Saved entries:
· · · ·

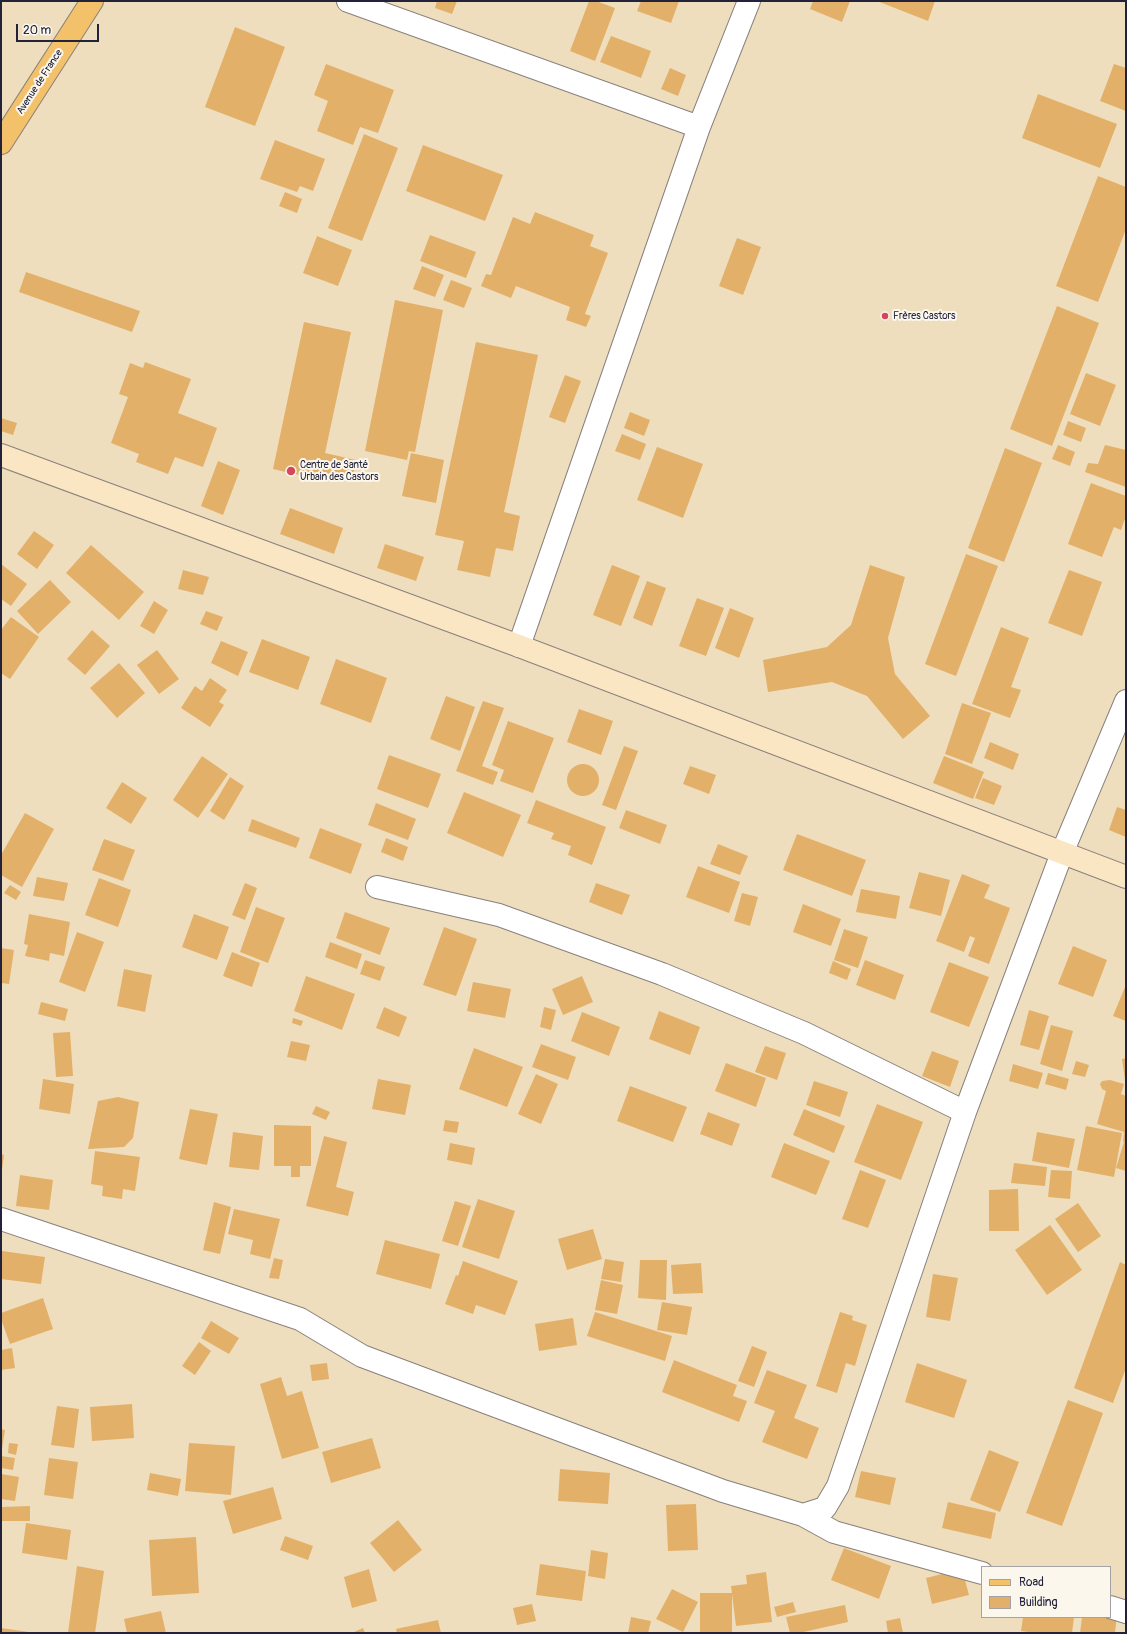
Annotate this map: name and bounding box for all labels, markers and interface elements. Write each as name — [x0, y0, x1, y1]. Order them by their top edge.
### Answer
scale bar — [18, 16, 101, 42]
text: 20 m — [23, 23, 51, 38]
street label: Avenue de France — [15, 47, 65, 117]
place label: Frères Castors — [893, 310, 956, 322]
marker: Frères Castors — [880, 311, 890, 321]
place label: Centre de Santé Urbain des Castors — [300, 459, 379, 482]
marker: Centre de Santé Urbain des Castors — [285, 465, 297, 477]
legend — [981, 1566, 1111, 1618]
text: Road — [1019, 1575, 1044, 1590]
text: Building — [1019, 1595, 1058, 1610]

· · · ·

> Task statement:
Please output all of the entries above exactly, but without any picture.

> Task response:
Annotate this map: name and bounding box for all labels, markers and interface elements. Write each as name — [x0, y0, x1, y1]. Order them by their top edge.
### Answer
scale bar — [18, 16, 101, 42]
text: 20 m — [23, 23, 51, 38]
street label: Avenue de France — [15, 47, 65, 117]
place label: Frères Castors — [893, 310, 956, 322]
marker: Frères Castors — [880, 311, 890, 321]
place label: Centre de Santé Urbain des Castors — [300, 459, 379, 482]
marker: Centre de Santé Urbain des Castors — [285, 465, 297, 477]
legend — [981, 1566, 1111, 1618]
text: Road — [1019, 1575, 1044, 1590]
text: Building — [1019, 1595, 1058, 1610]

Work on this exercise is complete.